TASK INSTRUCTIONS: Please copy out each line of the entries in which "stream" appears.

Collected data entries:
........
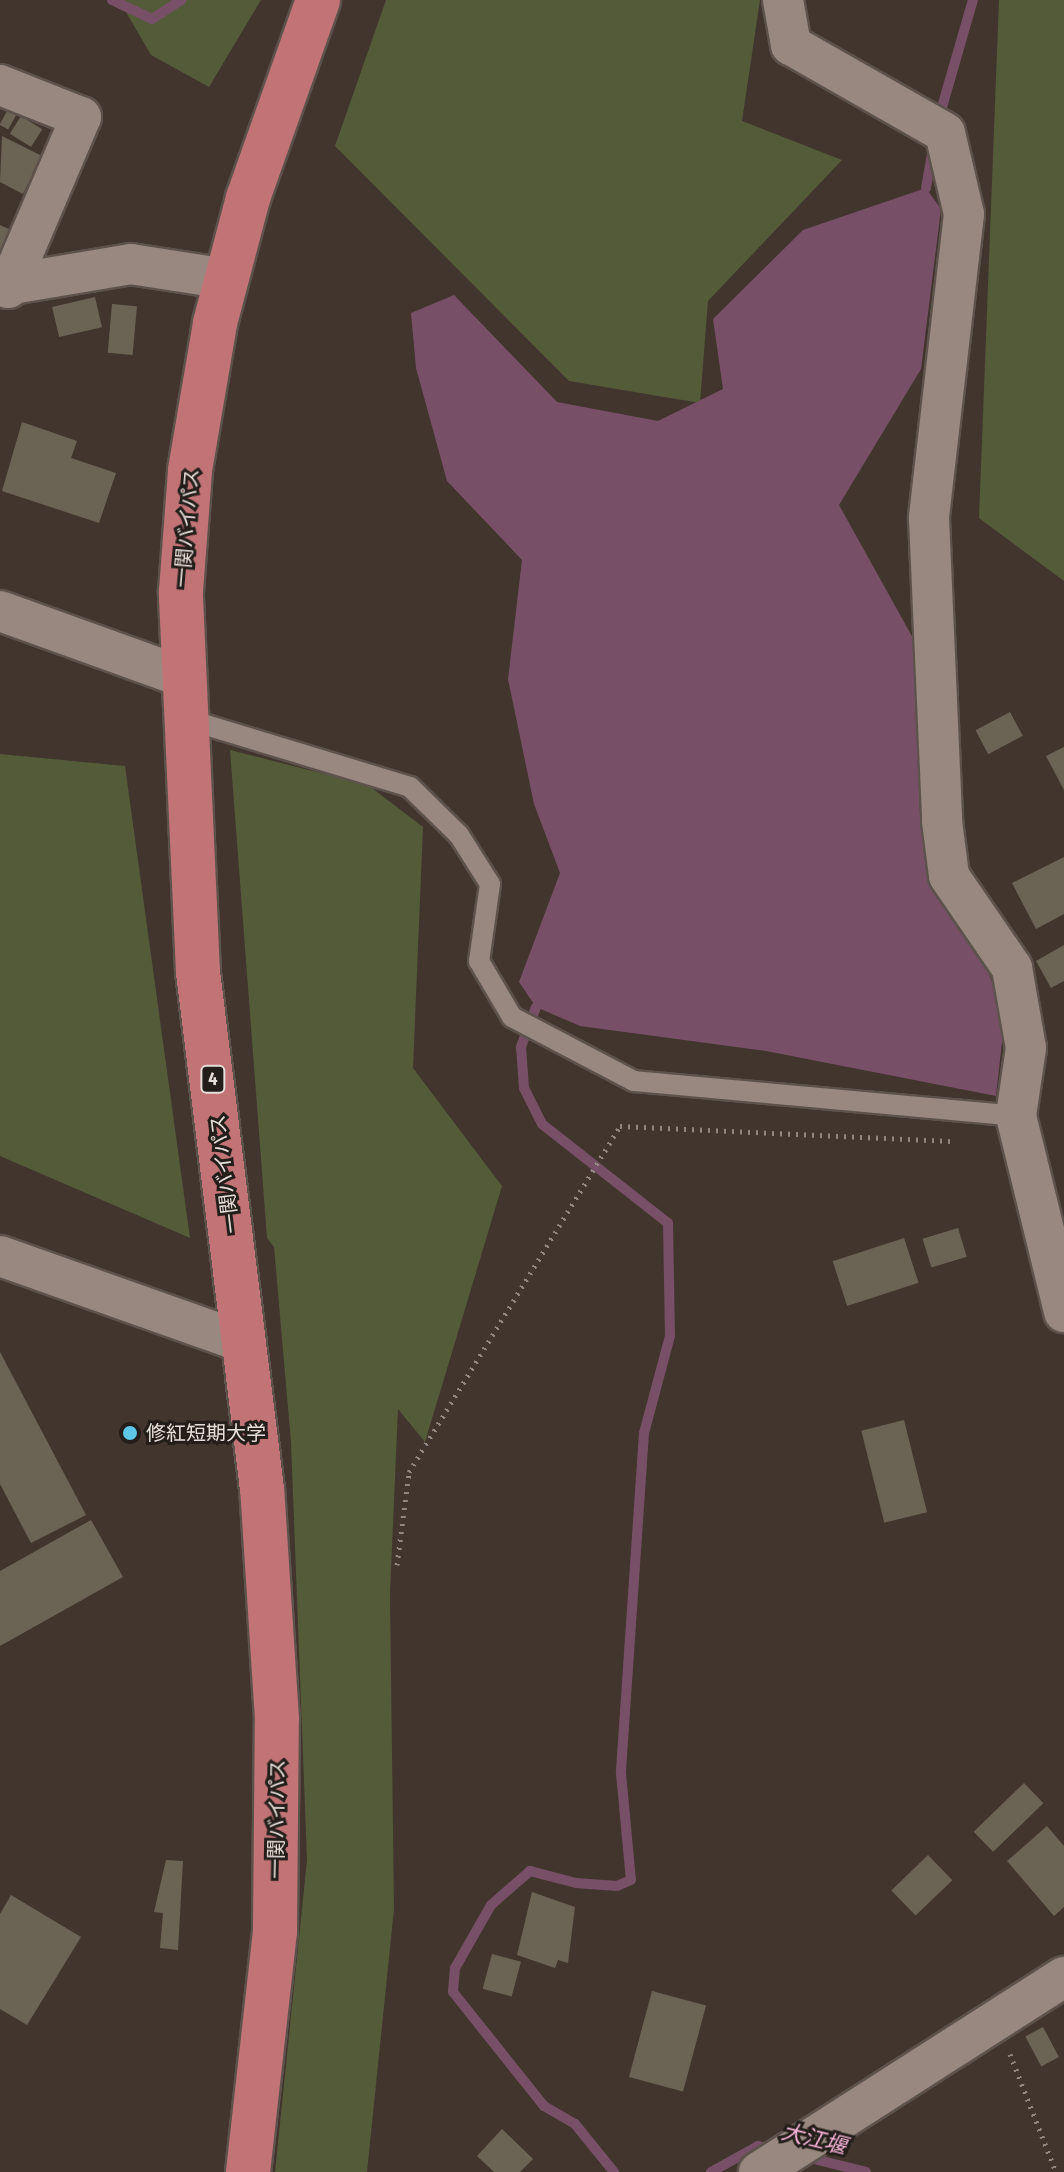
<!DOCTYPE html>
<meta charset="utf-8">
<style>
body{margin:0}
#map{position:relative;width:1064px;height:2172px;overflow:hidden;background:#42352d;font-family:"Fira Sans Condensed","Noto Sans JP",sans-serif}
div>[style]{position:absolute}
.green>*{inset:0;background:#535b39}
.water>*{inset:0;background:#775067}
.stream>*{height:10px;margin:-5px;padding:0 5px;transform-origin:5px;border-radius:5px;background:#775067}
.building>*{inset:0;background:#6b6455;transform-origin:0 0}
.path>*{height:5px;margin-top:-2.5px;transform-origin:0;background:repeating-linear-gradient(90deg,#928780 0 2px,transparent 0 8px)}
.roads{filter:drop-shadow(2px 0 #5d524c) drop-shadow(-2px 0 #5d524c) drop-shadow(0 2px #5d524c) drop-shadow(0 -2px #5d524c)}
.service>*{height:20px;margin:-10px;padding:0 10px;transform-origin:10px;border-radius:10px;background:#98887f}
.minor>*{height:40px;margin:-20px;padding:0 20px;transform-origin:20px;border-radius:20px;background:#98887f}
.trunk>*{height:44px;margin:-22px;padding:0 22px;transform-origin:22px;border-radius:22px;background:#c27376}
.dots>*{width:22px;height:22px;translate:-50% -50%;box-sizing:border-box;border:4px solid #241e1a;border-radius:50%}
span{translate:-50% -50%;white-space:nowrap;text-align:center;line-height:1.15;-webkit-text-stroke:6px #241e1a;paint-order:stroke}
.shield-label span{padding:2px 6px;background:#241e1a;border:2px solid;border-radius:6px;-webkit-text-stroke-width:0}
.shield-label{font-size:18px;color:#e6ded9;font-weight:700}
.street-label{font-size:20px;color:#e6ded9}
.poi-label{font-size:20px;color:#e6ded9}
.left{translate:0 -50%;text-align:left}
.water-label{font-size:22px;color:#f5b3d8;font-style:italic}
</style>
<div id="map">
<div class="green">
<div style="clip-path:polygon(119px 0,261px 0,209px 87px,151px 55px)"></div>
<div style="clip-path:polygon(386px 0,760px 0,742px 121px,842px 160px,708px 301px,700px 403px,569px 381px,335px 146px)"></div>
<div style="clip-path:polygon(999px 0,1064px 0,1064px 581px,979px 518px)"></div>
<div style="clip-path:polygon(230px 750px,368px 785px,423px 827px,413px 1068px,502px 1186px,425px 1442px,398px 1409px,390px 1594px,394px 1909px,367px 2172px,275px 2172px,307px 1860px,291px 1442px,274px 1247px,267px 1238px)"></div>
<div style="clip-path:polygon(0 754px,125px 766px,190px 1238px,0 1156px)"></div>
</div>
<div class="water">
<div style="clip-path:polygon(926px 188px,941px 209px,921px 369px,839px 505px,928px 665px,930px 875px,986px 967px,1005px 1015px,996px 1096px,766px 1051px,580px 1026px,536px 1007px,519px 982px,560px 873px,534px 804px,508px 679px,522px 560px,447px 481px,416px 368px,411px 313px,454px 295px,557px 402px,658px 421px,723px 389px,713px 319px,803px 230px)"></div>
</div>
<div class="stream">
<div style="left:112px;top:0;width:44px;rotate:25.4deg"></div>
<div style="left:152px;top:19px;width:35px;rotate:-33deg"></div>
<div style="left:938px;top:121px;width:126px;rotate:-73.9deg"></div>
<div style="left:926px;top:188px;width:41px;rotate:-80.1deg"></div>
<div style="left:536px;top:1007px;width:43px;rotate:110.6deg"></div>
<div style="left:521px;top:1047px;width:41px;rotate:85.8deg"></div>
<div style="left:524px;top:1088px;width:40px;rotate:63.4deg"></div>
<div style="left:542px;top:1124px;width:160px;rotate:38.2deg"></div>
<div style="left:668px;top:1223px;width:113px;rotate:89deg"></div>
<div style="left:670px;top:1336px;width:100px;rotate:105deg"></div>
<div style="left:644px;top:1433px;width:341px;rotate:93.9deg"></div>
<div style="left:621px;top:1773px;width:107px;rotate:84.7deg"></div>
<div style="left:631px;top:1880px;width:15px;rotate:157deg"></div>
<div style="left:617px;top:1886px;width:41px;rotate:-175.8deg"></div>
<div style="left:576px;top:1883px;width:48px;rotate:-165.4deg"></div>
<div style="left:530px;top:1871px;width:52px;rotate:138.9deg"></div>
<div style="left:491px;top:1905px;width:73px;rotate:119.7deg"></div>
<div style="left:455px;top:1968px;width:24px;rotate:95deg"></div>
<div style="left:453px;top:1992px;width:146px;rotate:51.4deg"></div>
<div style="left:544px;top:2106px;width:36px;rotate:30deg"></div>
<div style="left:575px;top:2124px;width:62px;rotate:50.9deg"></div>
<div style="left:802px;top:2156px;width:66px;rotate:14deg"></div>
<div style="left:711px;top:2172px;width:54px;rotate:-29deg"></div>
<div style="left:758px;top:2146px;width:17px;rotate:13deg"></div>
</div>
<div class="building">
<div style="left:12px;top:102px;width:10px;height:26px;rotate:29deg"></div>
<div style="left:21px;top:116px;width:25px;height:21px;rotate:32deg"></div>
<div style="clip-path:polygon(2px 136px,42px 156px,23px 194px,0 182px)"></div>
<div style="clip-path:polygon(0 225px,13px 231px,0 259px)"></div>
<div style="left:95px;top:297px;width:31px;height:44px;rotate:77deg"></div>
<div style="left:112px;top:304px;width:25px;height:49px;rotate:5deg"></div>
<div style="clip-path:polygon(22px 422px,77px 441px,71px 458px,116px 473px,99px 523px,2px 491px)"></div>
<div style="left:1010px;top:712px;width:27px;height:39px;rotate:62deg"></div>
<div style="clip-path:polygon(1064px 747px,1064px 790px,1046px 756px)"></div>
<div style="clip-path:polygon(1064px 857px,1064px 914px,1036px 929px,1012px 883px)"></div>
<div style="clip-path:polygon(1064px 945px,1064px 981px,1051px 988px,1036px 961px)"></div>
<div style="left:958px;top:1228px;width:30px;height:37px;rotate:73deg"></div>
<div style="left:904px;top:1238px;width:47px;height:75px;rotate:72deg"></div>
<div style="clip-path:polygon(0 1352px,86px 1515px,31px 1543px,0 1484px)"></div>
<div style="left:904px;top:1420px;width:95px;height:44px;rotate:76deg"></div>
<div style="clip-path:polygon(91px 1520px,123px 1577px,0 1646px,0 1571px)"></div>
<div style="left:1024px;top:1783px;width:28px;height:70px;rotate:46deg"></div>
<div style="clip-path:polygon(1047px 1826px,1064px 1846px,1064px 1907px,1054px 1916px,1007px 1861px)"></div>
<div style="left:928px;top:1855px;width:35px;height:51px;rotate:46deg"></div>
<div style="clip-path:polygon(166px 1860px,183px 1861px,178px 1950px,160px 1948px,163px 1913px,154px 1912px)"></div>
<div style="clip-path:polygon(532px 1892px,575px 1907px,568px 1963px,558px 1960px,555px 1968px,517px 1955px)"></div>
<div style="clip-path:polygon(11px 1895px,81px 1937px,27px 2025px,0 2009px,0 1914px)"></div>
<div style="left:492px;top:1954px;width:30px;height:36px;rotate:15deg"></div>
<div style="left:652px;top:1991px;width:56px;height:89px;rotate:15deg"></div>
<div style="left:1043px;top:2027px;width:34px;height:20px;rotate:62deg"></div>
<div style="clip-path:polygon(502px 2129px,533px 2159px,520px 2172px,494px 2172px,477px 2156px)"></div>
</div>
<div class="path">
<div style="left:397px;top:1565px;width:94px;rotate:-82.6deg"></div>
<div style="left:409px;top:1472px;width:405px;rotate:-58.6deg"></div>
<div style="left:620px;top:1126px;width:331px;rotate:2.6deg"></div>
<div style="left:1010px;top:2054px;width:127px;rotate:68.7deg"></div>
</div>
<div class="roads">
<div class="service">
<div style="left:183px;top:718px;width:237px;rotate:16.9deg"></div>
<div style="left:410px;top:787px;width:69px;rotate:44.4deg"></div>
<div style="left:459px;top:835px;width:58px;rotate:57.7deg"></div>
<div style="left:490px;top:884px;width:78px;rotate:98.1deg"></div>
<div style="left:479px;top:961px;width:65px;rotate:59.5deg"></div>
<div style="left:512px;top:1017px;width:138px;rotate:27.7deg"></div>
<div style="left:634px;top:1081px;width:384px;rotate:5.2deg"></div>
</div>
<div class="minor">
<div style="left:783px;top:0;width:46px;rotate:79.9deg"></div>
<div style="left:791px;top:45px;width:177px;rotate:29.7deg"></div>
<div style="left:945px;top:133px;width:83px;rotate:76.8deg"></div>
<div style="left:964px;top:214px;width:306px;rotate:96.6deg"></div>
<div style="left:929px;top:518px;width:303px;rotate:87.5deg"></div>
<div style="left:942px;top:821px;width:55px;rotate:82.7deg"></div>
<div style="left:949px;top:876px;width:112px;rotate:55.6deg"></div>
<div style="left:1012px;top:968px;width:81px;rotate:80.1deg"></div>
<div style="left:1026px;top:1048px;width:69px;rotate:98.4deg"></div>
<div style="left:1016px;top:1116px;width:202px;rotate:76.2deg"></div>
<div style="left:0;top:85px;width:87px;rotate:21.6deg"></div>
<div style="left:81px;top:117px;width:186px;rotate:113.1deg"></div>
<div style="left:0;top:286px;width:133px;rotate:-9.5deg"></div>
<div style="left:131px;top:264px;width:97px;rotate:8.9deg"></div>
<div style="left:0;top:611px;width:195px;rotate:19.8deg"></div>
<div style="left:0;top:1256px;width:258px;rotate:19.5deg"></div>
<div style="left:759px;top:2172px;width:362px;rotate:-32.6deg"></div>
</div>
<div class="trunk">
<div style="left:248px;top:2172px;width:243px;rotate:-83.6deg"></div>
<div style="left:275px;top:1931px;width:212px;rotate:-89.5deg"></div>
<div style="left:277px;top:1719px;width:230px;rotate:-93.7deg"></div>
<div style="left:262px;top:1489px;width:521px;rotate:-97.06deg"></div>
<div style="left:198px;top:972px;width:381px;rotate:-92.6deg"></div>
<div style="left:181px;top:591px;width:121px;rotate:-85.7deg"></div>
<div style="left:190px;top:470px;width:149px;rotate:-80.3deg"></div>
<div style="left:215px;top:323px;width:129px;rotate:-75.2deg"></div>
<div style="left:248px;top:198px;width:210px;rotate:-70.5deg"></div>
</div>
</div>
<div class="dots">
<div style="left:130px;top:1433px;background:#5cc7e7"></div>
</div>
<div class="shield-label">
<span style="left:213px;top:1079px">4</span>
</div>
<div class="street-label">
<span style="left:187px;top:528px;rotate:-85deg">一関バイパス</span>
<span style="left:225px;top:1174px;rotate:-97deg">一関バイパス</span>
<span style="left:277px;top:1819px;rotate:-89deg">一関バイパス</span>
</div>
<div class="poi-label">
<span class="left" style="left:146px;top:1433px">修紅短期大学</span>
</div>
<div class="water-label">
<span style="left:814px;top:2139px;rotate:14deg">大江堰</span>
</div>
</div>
........
ANSWER FOR THE TASK:
.stream>*{height:10px;margin:-5px;padding:0 5px;transform-origin:5px;border-radius:5px;background:#775067}
<div class="stream">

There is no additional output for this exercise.